If your daughter gets pregnant by the football captain,
you blame the school for poor sex education.

If your neighbor crashes into a tree while driving home drunk,
you blame the bartender.

If your cousin gets AIDS because the needle he used to shoot up with heroin was dirty,
you blame the government for not providing clean ones.

If your grandchildren are brats without manners,
you blame television.

If your friend is shot by a deranged madman, you blame the gun manufacturer.

And if a crazed person breaks into the cockpit and tries to kill the pilots at 35,000 feet, and the passengers kill him instead,
the mother of the deceased blames the airline.

I guess I'll just never understand the world as it is anymore...

So if I die while my old, wrinkled ass is parked in front of this computer while sending you this joke -
I want you to blame Bill Gates, OK?
 
Actually the coffee thing, while fun to recite is wrong. As I believe Jillian pointed out, the coffee she received was SCALDING hot and did MAJOR burn damage to her.
 
Actually the coffee thing, while fun to recite is wrong. As I believe Jillian pointed out, the coffee she received was SCALDING hot and did MAJOR burn damage to her.

Just remember who actually spilled the coffee though.

Doesn't matter she would have burned her mouth and lips and possibly her throat if she had taken a drink. The Mac Donalds was wrong for serving it SCALDING hot. Can you image what major burns would be like on your face and in your mouth?
 
Actually the coffee thing, while fun to recite is wrong. As I believe Jillian pointed out, the coffee she received was SCALDING hot and did MAJOR burn damage to her.

Just remember who actually spilled the coffee though.

Doesn't matter she would have burned her mouth and lips and possibly her throat if she had taken a drink. The Mac Donalds was wrong for serving it SCALDING hot. Can you image what major burns would be like on your face and in your mouth?

First, this was supposed to be HUMOR in forum that it otherwise lacking some the last couple of days. Second, since you brought it up, I would no go so far as to say that all suits are frivolous and unjustifiable, but you do see the point that was attempted, don't you?
 
First, this was supposed to be HUMOR in forum that it otherwise lacking some the last couple of days.

OK. OK. Have this to be going on with!

I'm often asked for the best method of getting in shape for military basic training.
For those who have spent their teenage years in front of the TV, here is a little secret for building arm and shoulder muscles.
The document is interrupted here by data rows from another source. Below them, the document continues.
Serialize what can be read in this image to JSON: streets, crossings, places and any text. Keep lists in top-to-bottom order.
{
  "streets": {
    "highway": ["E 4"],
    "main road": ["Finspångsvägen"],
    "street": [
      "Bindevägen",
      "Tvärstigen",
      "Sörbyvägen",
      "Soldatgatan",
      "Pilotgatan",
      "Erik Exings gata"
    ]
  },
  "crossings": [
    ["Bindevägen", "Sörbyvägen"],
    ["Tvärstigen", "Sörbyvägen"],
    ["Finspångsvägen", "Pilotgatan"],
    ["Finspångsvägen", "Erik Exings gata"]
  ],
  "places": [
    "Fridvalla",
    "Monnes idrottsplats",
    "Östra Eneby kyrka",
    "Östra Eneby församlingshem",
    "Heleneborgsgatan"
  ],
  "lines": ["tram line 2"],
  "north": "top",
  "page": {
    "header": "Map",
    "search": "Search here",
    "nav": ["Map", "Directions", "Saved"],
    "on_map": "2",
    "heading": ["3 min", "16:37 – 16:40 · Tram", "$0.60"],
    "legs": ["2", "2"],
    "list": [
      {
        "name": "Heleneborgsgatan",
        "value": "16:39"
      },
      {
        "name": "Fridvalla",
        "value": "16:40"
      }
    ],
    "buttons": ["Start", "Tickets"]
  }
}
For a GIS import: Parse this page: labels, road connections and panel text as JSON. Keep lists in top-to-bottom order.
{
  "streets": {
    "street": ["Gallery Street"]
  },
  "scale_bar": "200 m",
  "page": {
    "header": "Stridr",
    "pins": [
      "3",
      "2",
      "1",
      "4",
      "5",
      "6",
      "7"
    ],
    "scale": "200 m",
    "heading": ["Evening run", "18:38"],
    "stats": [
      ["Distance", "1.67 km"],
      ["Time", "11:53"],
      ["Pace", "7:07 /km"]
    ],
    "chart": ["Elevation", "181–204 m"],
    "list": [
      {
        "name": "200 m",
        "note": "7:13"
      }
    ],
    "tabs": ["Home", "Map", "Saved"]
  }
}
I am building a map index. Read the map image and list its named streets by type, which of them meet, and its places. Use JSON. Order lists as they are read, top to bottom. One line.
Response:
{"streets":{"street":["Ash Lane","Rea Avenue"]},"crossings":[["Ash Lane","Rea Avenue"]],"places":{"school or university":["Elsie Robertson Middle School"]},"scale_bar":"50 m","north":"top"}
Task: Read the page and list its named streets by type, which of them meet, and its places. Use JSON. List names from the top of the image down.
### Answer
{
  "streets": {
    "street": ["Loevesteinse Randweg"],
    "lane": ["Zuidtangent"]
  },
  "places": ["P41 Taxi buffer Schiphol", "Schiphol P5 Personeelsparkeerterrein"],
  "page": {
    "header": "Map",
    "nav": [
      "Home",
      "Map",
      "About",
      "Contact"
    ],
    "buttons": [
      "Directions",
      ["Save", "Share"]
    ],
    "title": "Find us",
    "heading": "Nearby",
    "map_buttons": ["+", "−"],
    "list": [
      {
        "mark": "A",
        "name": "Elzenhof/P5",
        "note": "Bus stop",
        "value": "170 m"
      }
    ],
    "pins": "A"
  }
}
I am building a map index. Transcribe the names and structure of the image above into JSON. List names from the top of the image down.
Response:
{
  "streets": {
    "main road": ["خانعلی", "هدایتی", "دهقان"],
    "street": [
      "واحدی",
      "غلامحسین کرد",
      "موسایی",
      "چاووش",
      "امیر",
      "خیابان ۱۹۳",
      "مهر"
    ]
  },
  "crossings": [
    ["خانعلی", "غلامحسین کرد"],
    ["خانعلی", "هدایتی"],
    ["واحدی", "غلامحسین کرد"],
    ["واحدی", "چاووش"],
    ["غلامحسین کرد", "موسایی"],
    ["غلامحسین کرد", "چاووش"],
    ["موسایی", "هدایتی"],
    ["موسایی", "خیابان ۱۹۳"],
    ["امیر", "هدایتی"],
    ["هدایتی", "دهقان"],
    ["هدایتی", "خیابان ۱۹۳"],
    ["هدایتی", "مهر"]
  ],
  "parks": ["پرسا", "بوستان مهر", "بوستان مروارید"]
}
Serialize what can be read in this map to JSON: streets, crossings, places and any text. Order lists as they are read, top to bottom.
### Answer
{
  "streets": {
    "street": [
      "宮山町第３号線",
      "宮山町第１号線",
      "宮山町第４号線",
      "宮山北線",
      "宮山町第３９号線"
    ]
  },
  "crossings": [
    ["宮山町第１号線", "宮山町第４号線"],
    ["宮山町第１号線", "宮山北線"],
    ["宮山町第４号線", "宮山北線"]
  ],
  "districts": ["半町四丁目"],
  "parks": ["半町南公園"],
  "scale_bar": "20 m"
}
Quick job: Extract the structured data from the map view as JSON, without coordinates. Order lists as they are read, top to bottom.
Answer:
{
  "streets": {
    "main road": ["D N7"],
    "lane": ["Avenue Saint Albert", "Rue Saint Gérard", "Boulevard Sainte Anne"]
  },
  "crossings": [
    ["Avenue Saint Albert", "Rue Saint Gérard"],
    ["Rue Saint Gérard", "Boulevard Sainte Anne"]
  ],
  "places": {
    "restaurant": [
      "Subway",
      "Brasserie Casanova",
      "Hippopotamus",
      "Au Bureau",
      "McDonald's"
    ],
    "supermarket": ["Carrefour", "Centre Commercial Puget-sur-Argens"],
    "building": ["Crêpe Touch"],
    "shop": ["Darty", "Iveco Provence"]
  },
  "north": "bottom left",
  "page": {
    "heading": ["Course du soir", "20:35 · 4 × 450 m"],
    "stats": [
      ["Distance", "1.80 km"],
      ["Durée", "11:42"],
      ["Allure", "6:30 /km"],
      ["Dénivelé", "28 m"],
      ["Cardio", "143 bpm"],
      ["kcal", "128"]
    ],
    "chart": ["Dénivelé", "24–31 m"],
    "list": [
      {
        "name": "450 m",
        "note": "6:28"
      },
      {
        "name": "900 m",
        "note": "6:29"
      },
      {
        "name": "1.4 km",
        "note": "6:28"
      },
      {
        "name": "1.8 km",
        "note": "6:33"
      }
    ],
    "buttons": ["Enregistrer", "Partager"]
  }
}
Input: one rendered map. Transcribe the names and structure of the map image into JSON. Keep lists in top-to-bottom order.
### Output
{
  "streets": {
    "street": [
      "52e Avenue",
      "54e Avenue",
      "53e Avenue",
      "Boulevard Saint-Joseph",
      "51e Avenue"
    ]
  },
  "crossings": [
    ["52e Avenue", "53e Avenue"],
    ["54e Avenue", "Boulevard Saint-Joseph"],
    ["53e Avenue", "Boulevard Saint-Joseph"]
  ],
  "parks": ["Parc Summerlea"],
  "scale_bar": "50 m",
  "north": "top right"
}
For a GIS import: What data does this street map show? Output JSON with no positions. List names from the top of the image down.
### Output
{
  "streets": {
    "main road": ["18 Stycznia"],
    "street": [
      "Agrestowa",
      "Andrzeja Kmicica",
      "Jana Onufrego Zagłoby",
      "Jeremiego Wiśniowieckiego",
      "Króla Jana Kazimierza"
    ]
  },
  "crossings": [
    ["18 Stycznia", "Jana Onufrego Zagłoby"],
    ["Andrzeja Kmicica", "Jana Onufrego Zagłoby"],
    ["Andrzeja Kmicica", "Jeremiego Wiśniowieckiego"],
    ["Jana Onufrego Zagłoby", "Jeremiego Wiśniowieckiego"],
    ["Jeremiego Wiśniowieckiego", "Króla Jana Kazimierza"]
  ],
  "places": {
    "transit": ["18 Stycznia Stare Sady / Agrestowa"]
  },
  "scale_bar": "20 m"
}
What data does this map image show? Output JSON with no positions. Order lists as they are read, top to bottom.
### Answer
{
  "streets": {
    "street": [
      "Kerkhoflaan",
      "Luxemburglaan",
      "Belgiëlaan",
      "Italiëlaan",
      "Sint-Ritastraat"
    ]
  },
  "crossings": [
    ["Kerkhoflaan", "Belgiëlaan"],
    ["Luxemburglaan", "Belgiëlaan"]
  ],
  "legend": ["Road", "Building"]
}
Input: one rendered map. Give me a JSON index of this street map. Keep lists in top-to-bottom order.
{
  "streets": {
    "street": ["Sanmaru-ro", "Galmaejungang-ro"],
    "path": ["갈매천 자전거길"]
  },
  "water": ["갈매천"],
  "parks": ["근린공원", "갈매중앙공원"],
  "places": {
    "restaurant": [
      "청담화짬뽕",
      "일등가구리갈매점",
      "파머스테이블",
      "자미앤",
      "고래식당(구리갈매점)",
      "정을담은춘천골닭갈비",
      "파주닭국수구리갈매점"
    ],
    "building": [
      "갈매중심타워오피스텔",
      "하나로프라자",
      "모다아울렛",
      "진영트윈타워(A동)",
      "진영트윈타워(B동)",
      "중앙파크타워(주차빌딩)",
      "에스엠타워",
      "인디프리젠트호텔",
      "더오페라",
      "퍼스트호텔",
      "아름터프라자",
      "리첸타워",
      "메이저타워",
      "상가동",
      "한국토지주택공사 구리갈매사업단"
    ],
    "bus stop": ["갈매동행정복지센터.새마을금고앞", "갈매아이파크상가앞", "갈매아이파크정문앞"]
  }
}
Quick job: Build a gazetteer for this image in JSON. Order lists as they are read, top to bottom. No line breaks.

Three days a week works well.

Begin by standing outside the house, and with a 5-LB. potato sack in each hand ... extend your arms straight out to your sides and hold them there as long as you can.

After a few weeks, move up to 10-LB. potato sacks and then 50-LB potato sacks, and finally get to where you can lift a 100 lb. potato sack in each hand and hold your arms straight for more than a full minute.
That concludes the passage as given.